Input records:
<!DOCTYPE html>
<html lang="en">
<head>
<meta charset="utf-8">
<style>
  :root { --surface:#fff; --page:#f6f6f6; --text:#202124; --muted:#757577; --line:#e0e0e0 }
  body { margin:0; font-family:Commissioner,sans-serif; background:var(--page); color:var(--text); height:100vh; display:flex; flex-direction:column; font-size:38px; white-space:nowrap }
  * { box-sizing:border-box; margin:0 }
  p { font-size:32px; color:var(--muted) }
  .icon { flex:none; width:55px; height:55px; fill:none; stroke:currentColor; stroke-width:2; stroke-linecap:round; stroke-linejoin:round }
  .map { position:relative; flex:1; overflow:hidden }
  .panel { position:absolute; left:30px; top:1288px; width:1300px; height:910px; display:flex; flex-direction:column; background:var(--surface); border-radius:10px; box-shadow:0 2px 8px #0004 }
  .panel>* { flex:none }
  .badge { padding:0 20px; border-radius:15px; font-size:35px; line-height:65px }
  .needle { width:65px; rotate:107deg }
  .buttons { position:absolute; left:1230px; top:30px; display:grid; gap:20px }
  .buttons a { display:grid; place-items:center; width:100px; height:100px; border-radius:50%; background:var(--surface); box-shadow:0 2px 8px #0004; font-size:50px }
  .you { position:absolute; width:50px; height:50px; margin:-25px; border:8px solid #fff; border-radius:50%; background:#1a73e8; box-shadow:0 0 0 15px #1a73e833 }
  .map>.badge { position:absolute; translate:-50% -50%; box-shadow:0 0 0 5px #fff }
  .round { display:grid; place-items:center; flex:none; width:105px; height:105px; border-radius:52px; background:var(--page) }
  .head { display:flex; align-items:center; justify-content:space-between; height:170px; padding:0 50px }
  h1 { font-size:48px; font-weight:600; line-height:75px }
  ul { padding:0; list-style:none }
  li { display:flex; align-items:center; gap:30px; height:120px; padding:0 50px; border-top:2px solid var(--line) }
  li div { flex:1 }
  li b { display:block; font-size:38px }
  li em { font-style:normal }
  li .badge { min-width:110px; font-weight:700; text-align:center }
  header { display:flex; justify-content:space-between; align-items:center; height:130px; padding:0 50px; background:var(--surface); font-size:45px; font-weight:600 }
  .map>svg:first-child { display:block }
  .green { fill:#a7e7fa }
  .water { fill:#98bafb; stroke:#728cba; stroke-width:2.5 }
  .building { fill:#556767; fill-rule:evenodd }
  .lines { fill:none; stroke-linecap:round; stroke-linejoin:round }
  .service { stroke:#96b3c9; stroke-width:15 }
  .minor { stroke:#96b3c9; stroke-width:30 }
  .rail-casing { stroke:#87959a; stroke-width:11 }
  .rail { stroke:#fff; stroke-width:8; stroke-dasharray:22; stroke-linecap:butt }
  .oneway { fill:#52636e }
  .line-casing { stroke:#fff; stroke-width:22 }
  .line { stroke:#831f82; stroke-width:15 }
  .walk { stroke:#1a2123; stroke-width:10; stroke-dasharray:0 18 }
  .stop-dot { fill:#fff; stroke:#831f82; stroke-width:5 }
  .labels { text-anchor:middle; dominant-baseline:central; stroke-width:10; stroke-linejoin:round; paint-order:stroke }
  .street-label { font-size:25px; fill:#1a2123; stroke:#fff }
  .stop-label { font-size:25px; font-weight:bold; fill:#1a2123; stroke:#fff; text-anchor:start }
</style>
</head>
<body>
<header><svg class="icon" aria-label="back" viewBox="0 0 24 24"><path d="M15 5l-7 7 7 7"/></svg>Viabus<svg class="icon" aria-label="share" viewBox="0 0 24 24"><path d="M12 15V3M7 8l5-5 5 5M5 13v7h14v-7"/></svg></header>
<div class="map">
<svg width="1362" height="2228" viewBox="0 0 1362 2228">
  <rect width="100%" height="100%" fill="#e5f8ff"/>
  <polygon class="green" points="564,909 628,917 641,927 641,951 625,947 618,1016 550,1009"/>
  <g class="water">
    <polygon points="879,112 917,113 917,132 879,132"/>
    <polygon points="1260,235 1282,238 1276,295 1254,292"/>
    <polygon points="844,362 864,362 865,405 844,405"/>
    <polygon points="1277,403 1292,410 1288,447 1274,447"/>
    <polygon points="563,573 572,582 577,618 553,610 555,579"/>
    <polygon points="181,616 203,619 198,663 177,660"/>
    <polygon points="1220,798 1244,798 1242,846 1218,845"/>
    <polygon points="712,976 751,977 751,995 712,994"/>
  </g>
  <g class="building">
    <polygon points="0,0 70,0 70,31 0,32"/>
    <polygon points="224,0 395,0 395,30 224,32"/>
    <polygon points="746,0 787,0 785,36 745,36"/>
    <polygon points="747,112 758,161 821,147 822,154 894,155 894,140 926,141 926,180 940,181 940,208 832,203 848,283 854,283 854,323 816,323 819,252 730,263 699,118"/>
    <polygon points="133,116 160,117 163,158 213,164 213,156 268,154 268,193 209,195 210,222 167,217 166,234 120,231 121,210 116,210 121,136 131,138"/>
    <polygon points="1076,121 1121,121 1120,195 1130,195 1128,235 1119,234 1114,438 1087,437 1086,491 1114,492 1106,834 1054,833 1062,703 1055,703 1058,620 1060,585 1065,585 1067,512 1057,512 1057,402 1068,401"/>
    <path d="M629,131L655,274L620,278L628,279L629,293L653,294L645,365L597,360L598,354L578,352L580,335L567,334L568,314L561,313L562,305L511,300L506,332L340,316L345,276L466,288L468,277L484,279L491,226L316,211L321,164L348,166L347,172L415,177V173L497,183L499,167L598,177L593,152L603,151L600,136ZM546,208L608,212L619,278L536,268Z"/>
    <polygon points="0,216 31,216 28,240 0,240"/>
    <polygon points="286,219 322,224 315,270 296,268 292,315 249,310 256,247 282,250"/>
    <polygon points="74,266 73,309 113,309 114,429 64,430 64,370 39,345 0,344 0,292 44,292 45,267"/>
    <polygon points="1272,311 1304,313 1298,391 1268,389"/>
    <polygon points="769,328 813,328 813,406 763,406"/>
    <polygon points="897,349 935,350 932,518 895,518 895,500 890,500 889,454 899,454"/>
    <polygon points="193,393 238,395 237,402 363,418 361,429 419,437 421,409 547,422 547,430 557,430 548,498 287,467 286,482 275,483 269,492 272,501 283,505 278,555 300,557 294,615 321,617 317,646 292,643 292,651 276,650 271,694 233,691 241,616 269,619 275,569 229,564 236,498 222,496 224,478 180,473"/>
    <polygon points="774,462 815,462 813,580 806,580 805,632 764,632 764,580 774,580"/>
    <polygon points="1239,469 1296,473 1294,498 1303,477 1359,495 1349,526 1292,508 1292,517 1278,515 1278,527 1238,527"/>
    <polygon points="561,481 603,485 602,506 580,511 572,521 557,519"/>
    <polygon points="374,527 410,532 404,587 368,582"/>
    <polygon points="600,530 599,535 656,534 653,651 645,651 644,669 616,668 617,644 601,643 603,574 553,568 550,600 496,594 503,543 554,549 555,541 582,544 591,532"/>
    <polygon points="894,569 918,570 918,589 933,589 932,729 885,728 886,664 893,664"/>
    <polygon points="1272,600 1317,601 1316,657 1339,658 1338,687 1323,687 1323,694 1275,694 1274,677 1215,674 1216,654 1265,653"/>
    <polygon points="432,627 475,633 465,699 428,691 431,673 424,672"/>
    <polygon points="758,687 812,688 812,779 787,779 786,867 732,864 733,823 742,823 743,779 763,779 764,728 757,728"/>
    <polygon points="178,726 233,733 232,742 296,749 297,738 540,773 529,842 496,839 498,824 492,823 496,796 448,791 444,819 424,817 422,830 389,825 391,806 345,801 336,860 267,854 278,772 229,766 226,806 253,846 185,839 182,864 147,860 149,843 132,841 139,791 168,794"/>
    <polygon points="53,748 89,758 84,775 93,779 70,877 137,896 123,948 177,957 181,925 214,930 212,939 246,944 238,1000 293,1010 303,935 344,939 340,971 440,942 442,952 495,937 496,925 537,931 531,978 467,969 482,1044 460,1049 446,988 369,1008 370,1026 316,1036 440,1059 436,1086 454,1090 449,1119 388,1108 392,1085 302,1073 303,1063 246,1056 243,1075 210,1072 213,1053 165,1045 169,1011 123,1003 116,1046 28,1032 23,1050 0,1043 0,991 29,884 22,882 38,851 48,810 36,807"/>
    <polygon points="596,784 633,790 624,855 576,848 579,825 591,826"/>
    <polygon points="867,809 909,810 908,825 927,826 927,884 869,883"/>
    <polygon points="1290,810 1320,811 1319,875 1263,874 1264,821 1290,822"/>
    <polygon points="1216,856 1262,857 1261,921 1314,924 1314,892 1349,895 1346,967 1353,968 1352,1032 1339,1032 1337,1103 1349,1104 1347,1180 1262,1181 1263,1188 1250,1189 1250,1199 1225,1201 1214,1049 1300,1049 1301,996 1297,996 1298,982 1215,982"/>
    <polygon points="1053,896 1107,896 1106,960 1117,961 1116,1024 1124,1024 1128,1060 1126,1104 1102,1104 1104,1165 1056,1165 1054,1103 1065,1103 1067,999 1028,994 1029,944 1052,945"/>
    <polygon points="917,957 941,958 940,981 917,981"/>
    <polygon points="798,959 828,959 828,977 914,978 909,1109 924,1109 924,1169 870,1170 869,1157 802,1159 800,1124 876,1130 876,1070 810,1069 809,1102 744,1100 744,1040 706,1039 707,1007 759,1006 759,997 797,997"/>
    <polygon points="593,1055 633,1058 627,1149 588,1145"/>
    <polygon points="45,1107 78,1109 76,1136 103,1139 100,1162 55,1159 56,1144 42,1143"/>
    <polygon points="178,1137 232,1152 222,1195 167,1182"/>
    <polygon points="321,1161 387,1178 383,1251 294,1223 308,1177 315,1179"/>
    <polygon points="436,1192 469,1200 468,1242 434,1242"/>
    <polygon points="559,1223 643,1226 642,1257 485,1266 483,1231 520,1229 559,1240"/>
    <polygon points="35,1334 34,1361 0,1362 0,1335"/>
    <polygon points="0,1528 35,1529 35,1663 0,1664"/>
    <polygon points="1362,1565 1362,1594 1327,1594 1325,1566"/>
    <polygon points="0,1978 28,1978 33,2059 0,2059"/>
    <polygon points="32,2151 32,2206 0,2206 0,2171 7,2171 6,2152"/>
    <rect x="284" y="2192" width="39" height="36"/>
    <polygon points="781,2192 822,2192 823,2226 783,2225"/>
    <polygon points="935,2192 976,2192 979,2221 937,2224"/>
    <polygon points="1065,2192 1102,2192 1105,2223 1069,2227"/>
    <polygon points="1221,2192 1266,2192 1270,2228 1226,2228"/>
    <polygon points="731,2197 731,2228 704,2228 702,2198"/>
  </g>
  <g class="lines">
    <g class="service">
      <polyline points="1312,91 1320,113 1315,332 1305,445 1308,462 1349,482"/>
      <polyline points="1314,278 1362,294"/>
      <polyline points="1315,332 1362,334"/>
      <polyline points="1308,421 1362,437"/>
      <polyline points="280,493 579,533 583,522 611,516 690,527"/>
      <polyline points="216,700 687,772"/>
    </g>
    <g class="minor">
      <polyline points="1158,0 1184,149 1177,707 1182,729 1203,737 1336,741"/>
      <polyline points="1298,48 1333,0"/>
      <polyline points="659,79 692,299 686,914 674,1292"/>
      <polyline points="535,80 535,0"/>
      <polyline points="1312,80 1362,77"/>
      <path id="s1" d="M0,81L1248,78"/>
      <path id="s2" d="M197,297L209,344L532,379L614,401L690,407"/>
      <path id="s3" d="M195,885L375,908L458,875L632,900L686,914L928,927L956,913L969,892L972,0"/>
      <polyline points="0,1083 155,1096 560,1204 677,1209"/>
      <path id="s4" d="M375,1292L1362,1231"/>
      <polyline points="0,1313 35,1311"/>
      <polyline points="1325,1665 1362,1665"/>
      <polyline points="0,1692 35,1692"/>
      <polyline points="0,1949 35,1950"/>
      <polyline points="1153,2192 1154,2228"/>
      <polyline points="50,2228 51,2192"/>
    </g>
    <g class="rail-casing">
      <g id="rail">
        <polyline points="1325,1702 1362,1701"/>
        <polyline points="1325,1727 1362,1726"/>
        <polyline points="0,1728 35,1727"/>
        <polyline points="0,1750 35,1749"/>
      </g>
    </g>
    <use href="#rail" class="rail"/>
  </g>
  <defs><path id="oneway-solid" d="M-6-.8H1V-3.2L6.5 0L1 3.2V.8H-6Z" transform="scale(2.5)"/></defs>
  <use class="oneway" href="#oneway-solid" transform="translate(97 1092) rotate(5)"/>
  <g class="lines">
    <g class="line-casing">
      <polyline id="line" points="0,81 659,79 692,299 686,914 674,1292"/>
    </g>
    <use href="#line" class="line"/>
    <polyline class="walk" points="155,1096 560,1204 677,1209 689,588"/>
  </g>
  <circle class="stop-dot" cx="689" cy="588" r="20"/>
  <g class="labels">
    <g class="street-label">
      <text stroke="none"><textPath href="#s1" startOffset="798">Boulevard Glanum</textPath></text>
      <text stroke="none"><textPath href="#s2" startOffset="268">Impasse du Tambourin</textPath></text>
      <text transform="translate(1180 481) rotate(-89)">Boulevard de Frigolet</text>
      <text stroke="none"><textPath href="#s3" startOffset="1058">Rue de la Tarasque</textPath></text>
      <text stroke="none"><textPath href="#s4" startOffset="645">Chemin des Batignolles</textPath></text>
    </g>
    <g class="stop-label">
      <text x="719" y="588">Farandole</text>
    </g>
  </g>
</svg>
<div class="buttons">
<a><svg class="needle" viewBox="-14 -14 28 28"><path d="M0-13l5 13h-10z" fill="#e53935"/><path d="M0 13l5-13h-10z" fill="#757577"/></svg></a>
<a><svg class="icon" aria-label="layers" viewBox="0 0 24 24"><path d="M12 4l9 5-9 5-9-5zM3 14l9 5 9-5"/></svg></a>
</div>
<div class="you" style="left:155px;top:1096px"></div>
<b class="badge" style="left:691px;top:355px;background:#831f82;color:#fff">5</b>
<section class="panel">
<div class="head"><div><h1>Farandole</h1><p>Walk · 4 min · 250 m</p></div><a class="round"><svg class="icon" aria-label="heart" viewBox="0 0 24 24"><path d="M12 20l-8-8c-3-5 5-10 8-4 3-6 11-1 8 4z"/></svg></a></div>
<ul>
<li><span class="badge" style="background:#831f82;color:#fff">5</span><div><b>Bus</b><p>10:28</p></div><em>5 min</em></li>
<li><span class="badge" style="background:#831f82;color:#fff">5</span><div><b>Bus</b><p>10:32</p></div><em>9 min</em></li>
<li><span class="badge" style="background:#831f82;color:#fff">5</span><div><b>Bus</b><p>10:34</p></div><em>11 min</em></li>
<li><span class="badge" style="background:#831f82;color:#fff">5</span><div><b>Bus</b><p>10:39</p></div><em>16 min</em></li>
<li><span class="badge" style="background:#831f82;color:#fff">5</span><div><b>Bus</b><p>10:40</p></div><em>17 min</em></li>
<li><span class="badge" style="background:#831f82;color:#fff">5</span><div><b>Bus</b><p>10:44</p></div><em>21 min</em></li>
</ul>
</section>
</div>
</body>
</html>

Work task: Which lines above hold the string "column"? Copy each of them.

Answer:
  body { margin:0; font-family:Commissioner,sans-serif; background:var(--page); color:var(--text); height:100vh; display:flex; flex-direction:column; font-size:38px; white-space:nowrap }
  .panel { position:absolute; left:30px; top:1288px; width:1300px; height:910px; display:flex; flex-direction:column; background:var(--surface); border-radius:10px; box-shadow:0 2px 8px #0004 }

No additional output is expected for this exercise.